How is Design Changing in 2016?



How is Design changing in 2016 and where will it go next?


The traditional office environment, tools, processes, and technology have changed rapidly in recent years, and so has the design world. Design has become about the experience – the “why” instead of the “how.”


Engaging the Individual User


Most recently in 2016, augmented reality, 360 experiences (photo and video), and live streaming are perfect examples of where design is heading and it all ties back to user experience. There is no longer an interest in having design that’s only visually appealing and delivers a message, but instead, design that understands why we do things, solves a problem, satisfies an emotion, and makes a connection that allows the audience to react and interact – a more human connection.




This is why GIFs and videos are more prominent in digital designs. Not only do they make design more interactive and instant, but they are conducive to that human connection. Live videos allow an audience to interact with the messenger and other members of the audience, and GIFs depict actions and emotions rather than just a message.


User experience goes beyond design itself. Office environments are now more appealing to its users, the employees, by providing options to work remotely, customize schedules, or different office settings that aim to increase productivity. Design resources and tools have expanded from the traditional Photoshop and Illustrator, to Sketch, Draft or Boards, because there was a need to simplify tools, find more compatibility, and maybe lower costs. 


Capitalizing on Frequent Interaction 




Interaction and instant communication is key in great user experience. Even in our design environment collaboration tools have sped up the design process tremendously, as we no longer have to wait for feedback to come down the pipeline, instead, we receive feedback instantly and are able to take action, which makes our process more effective.

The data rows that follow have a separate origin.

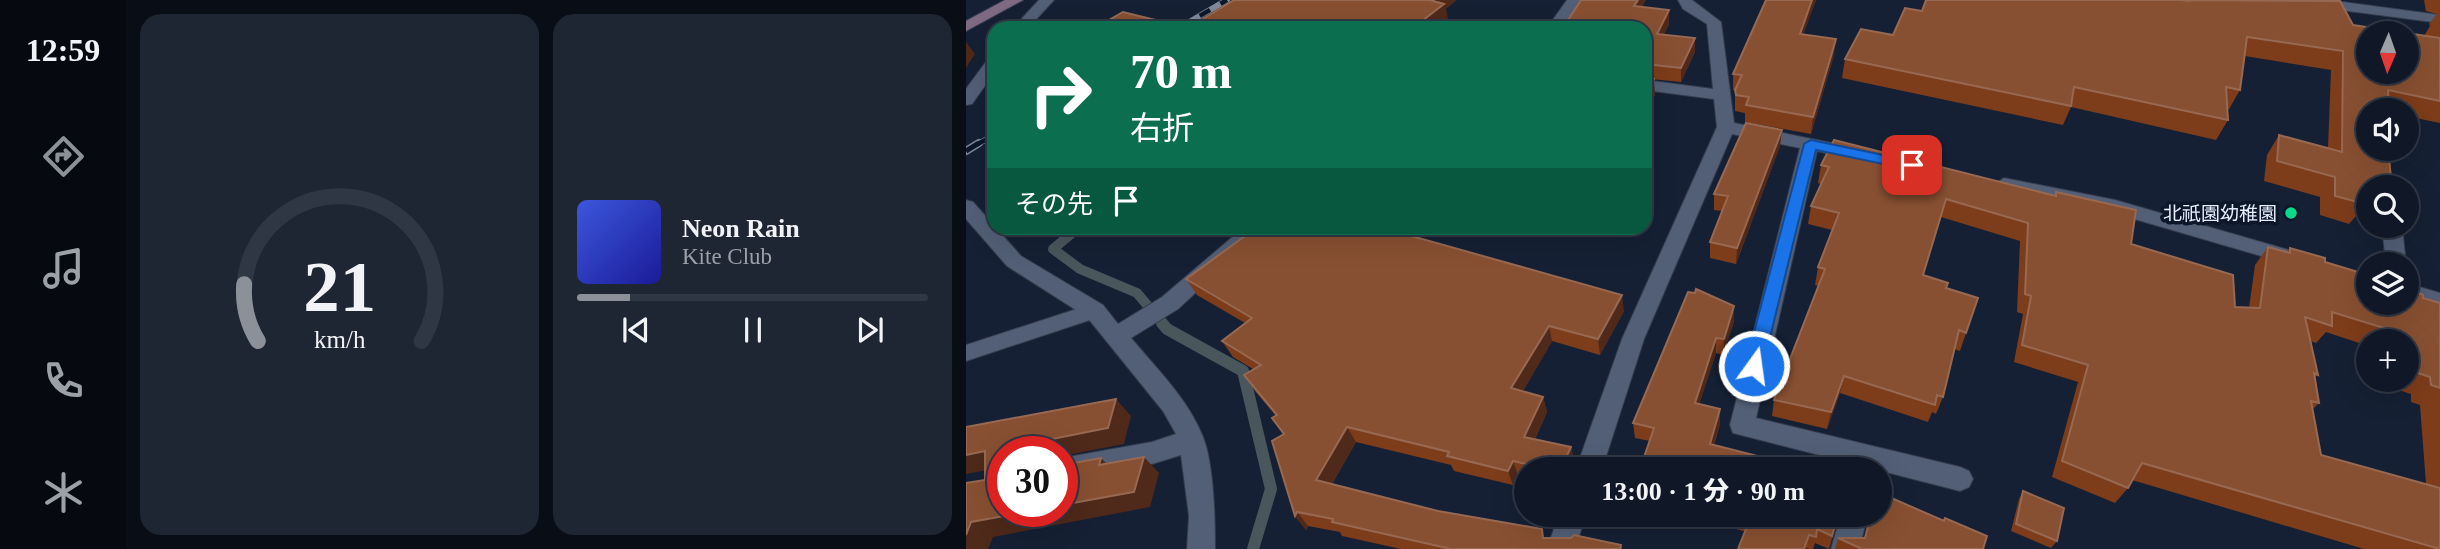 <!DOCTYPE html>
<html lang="ja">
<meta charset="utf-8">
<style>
body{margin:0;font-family:"Times New Roman","Noto Sans JP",serif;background:#1e2533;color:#f1f3f6;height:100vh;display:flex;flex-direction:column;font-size:26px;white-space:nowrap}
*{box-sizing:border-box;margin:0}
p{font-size:23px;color:#9ca0a7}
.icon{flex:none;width:38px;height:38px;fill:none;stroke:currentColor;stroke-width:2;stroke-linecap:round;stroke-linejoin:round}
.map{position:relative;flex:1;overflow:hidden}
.drawer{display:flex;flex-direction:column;gap:14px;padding:14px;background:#090d15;width:840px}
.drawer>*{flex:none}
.banner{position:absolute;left:21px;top:21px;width:665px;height:214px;border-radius:21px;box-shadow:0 7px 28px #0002,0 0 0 2px #303744;background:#0b6e4f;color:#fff;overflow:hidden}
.needle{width:46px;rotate:182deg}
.tools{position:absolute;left:1390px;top:21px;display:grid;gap:14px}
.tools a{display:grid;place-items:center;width:63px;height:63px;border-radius:50%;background:#101827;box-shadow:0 7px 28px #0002,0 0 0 2px #303744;font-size:35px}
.speed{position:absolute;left:21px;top:436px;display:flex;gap:14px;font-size:35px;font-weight:700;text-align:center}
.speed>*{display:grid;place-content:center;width:91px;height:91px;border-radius:50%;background:#101827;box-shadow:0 7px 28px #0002,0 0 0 2px #303744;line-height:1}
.speed .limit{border:10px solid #d22;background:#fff;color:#111}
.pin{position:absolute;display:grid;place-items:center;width:60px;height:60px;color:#fff;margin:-30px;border-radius:14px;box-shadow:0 4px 10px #0006}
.me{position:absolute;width:77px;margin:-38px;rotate:14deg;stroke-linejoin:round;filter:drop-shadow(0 0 5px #0008)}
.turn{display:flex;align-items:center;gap:24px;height:147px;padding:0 28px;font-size:32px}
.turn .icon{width:91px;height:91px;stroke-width:2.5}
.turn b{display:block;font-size:49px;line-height:60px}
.then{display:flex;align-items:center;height:66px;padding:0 28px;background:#0003;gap:14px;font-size:26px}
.drawer .card{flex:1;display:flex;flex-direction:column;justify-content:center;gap:10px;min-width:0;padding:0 24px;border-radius:21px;background:#1e2533}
.drawer .dial{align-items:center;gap:0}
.dial svg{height:182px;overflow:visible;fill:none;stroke:#303744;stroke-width:7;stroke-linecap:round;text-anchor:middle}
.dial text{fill:#f1f3f6;stroke:none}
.song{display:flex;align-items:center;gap:21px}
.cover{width:84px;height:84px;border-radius:10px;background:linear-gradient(135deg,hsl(230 70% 55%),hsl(240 70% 35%))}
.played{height:7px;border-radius:4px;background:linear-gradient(90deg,#8c9099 15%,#303744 15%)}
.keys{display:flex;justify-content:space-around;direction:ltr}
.drawer .tiles{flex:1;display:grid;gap:14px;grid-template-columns:repeat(2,1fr)}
.trip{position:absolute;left:548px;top:457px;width:378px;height:70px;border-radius:35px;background:#101827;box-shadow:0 7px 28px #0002,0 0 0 2px #303744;font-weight:800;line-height:70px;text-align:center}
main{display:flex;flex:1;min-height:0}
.tabs{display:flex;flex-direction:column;width:126px;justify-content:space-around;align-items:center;background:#060a10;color:#9ca0a7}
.tabs .icon{width:49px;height:49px}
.tabs .current{color:#8c9099}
.tabs b{font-size:32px;color:#f1f3f6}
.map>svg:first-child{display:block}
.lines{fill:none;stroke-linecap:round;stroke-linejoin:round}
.stream-far1{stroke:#49565b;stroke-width:10}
.stream{stroke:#49565b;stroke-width:12}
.service-casing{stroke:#353c4d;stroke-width:2}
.minor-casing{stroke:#353c4d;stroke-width:2}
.tertiary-casing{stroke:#353c4d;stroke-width:2}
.secondary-casing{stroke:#353c4d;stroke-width:2}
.service{fill:#525f76;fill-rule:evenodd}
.minor{fill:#525f76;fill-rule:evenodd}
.tertiary{fill:#525f76;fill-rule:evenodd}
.secondary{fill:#7e6a83;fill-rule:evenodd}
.rail-far1-casing{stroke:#80899a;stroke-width:6}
.rail-casing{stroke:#80899a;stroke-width:8}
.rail-far1{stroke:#0c1729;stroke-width:4.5;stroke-dasharray:12;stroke-linecap:butt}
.rail{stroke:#0c1729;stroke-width:5;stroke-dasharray:15;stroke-linecap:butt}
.wall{fill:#7d3c1a;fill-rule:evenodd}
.shaded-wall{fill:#4f291a}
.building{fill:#885032;stroke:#976952;stroke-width:2;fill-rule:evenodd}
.route{fill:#1a73e8;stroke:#114b97;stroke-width:2}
.poi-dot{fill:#0ad98b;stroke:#0c1729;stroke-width:2.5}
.labels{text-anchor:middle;stroke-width:7;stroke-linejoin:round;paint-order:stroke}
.poi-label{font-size:19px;fill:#e7effd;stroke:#0c1729;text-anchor:end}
</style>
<main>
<nav class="tabs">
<b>12:59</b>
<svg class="icon current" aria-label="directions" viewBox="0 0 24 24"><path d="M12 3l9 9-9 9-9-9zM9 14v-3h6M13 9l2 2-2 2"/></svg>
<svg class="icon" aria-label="music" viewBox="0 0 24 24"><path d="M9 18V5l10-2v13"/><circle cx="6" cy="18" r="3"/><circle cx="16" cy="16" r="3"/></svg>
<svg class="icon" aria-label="phone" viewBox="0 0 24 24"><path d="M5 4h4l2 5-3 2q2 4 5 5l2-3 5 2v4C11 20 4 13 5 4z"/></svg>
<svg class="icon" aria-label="climate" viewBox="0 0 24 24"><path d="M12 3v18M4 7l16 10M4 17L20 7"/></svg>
</nav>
<section class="drawer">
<div class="tiles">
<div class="card dial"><svg viewBox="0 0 100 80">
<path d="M14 69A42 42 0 1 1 86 69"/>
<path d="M14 69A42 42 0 0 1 8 44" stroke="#8c9099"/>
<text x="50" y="56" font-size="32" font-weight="700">21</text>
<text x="50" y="72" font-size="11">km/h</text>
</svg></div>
<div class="card">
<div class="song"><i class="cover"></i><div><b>Neon Rain</b><p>Kite Club</p></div></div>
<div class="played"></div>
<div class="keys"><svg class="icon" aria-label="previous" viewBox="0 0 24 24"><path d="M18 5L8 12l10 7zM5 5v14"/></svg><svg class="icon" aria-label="pause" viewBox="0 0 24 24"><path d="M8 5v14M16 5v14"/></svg><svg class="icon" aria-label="next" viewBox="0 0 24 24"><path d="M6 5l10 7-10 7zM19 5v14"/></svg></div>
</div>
</div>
</section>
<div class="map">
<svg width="1474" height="549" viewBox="0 0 1474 549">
<rect width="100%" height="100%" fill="#152034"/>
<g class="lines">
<path class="stream-far1" d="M112 228 87 249 114 269 171 293 198 325"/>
<path class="stream" d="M196 323 201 329 277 371 305 489 287 549"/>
<defs>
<path id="service" d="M129 303 136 306 139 311 136 316 0 361V345Z"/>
<path id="minor" d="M73 0H88L62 28H47Z
M601 0H615L596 28H581Z
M712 0H726L755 22 768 123 890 148 899 154 890 160 851 151 790 418 994 467 1003 471 1007 479 1003 487 994 491 767 433 764 425 834 148 766 134 678 339 636 469H610L656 339 751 127 748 99 679 90V80L747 89 741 24 717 9Z
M28 57V73L6 104 0 105V89L22 59Z
M1038 178 1149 200 1333 253 1336 258 1333 263 1326 265 1148 213 1031 188 1029 184Z
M0 200 7 202 55 256 137 305 152 324 196 297 277 228H299L212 309 165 338C191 369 222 399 237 437 248 465 249 519 249 549H221L223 516 215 455 186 464 96 482V458L186 442 210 434 197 411 121 317 41 266 0 219Z
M1416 226H1436L1440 264H1420Z
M1440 283 1474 293V309L1440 299Z
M593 514H620L609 549H581Z
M875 514H902L893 549H865Z"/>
<path id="tertiary" d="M1322 0H1362L1474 15V23L1329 4Z"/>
<path id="secondary" d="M39 0H57L0 31V21Z"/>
</defs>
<use href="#service" class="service-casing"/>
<use href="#minor" class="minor-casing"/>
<use href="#tertiary" class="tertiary-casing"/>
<use href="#secondary" class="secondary-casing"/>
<use href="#service" class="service"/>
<use href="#minor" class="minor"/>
<use href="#tertiary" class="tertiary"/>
<use href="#secondary" class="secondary"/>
<defs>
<path id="rail-far1" d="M213 28 261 0
M10 145 28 135"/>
<path id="rail" d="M0 151 13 143"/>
</defs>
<use href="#rail-far1" class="rail-far1-casing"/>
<use href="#rail" class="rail-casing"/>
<use href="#rail-far1" class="rail-far1"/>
<use href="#rail" class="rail"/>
</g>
<path class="wall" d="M800 0H850L837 34 868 55 845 134 779 122V113L769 111V90H767V74Z
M960 0H1368L1387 25 1458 36 1464 26 1463 24 1471 14 1460 11 1458 0H1474V123L1440 116V110H1402V212L1395 210 1383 224 1354 215V197L1298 181 1301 155 1313 135 1362 148 1365 70 1279 56 1274 90 1263 109H1261L1262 120 1250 140 1105 107 1097 125 876 78 879 59 927 35 956 11Z
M676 7 703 10V24L698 34 729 52 715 82 685 79 689 94 679 115V28Z
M814 146 770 264 744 258V242L756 211 748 210V194Z
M855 165 1089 196 1090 192 1165 244 1269 307 1283 308 1289 265 1302 247 1321 252 1324 248 1359 262 1474 303V549H1398L1166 480 1162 488 1149 503 1086 477 1112 382 1048 362 1057 314 1051 312 1054 241 975 217 957 275 980 288 1000 333 994 351 988 349 977 397 970 414 966 412 962 422 874 393 861 429 806 416 808 400 853 286 849 285 852 267 866 230 842 224 845 206 855 184 852 183ZM1360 332 1402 346V341H1440V380H1414V384L1445 394V402L1454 405 1460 484 1355 455 1347 409 1353 403 1348 378 1352 375 1345 341 1350 343Z
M290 228H377L373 232 434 233 658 311 634 355 586 341 557 391 577 397 581 412 569 439 605 447 608 462 605 469H560V477L552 475 547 485 488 471 485 465 390 442 366 484 579 538 655 545 656 549H435L376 536 374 532 342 526 340 530 329 516 317 434 310 416 289 391 278 375 287 369 267 357 256 341 279 323 231 295 220 279Z
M768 306V321L757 355 750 353 733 404 754 409V424L748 445 684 441 669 438 667 423Z
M1057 491 1091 541 1085 548 1045 531 1053 499Z
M667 514H873L863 549 849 543 847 549H843L730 518 727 529Z
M914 514 1017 549H869L872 538H898L905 515Z"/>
<path class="shaded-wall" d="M469 0H491L480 9 482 19 471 28H447Z
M672 0H680L669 20 668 6Z
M846 0H850L832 49 834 34Z
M703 10V24L692 48 691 34Z
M729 38V52L715 82V68Z
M870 39 868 55 845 134 847 117Z
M0 42 9 54 0 68Z
M688 79 689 94 679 115V98Z
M816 130 814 146 770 264 771 248Z
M359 228H377L365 240Z
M417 228H440L423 245Z
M656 295 658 311 634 355 632 339Z
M768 306V321L757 355 758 339Z
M583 326 586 341 550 403 545 388Z
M750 338V353L729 418V403Z
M878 376 874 393 861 429 865 412Z
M577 397 581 412 563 451 558 437Z
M150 399 165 416 158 444 96 456V452H76V441Z
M754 409V424L743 458 744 444Z
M381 427 390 442 360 494 350 480Z
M605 447 608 462 605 469H595Z
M19 451 37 467 0 474V455Z
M178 457 193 473 184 507 27 537 22 549H0V535L5 522 66 511H96V505Z
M135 458 151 474 133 465Z
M547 461 552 475 547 485 542 471Z
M331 512 342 526 340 530 329 516Z
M727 514H730V518L727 529Z"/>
<path class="building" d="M268 0H469L467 1 478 4 447 28H129L157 12 222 28Z
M615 0H672L668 6 703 10 691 34 729 38 715 68 679 64V28H597Z
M800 0H846L834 34 870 39 847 117 780 105 783 97 770 95 769 90 776 75 767 74Z
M960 0H1215L1223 1V0L1374 1 1387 25 1474 38V101L1422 90 1423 110H1402V149H1422L1426 187 1398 186 1399 204 1369 196V177L1311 161 1313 135 1376 152 1377 51 1281 37 1274 90 1260 87 1262 120 1108 87 1105 106 879 59 895 29 927 35 939 8 956 11ZM1402 33H1440V72H1402Z
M679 78 688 79 679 98Z
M780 123 816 130 771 248 744 242 762 196 748 194Z
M868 140 1090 196V192L1170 210 1165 244 1267 275 1269 307 1294 308 1302 247 1324 253V248L1359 258V262L1402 275V303H1440V288L1457 295V298L1474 303V388L1465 385 1464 377 1440 369V341H1431V332L1366 312V326L1339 317 1352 375 1348 373 1353 403 1345 401 1355 455 1474 488V549L1176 463 1162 488 1096 461 1122 365 1056 345 1065 296 1059 294 1062 223 980 199 957 275 982 283 980 288 1012 298 1000 333 993 330 977 397 971 395 969 405 878 376 865 412 808 400 859 269 852 267 873 213 845 206 863 167 855 165Z
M290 228H362L369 233 378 231 382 228H418H417L656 295 632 339 583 326 545 388 577 397 558 437 605 447 595 469H581L547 461 542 471 481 456 483 452 381 427 350 480 472 511 576 529 577 538H605L608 535 655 545 654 549H485L366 522 367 519 331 512 329 516 306 441 318 434 306 418 311 415 278 375 295 365 256 341 286 318 220 279Z
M730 289 768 306 758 339 750 338 729 403 754 409 744 444 843 469H674L688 428 667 423 722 292 729 293Z
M150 399 142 428 76 441V452H37V511H66L5 522 0 535V483L19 480V451L0 455V427Z
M178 457 168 492 96 505V465L135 458 133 465Z
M1057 491 1098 508 1091 541 1050 524Z
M914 493 978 521 979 518 1021 536 1017 549H896L872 538H899L905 514H914Z
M768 514H872L866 536 851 529 850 537 843 535 838 549H772L784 519Z"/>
<path class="route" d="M845 140 946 161 953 165 946 170 850 150 797 366 788 374 779 366 838 144Z"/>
<circle class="poi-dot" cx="1325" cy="213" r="7"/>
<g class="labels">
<g class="poi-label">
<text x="1311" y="220">北祇園幼稚園</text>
</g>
</g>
</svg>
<div class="tools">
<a><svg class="needle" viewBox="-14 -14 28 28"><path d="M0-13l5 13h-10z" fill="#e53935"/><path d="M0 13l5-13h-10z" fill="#9ca0a7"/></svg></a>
<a><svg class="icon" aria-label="sound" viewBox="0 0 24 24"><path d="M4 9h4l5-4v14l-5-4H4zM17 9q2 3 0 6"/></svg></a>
<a><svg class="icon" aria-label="search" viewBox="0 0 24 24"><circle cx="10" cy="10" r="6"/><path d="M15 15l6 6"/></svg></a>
<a><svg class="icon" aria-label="layers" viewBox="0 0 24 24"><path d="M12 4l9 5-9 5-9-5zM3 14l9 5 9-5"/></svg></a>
<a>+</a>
</div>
<div class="speed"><div class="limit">30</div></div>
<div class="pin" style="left:946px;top:165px;background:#d93025"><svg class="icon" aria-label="arrive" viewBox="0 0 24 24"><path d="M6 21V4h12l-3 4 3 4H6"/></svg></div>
<svg class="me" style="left:788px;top:366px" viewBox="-20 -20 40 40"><circle r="17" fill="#1a73e8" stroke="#fff" stroke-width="3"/><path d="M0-11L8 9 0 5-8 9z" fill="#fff"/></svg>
<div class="trip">13:00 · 1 分 · 90 m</div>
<div class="banner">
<div class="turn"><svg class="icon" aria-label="right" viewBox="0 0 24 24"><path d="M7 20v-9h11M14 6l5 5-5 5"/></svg><div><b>70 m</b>右折</div></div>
<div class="then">その先<svg class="icon" aria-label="arrive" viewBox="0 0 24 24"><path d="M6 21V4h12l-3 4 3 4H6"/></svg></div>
</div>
</div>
</main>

Ever-changing technology is the biggest influencer of design. Not only on what we design, but how we design it, for whom we design, and why we design. Virtual reality headsets are a perfect example – they don’t give you something to look at – they give you an experience.


This is where design is headed. It’s drifting to be more interactive, immediate, and accessible. It’s drifting to give users an experience that will evoke emotions and action. It’s drifting to make that human connection available to anyone, anytime, and everywhere.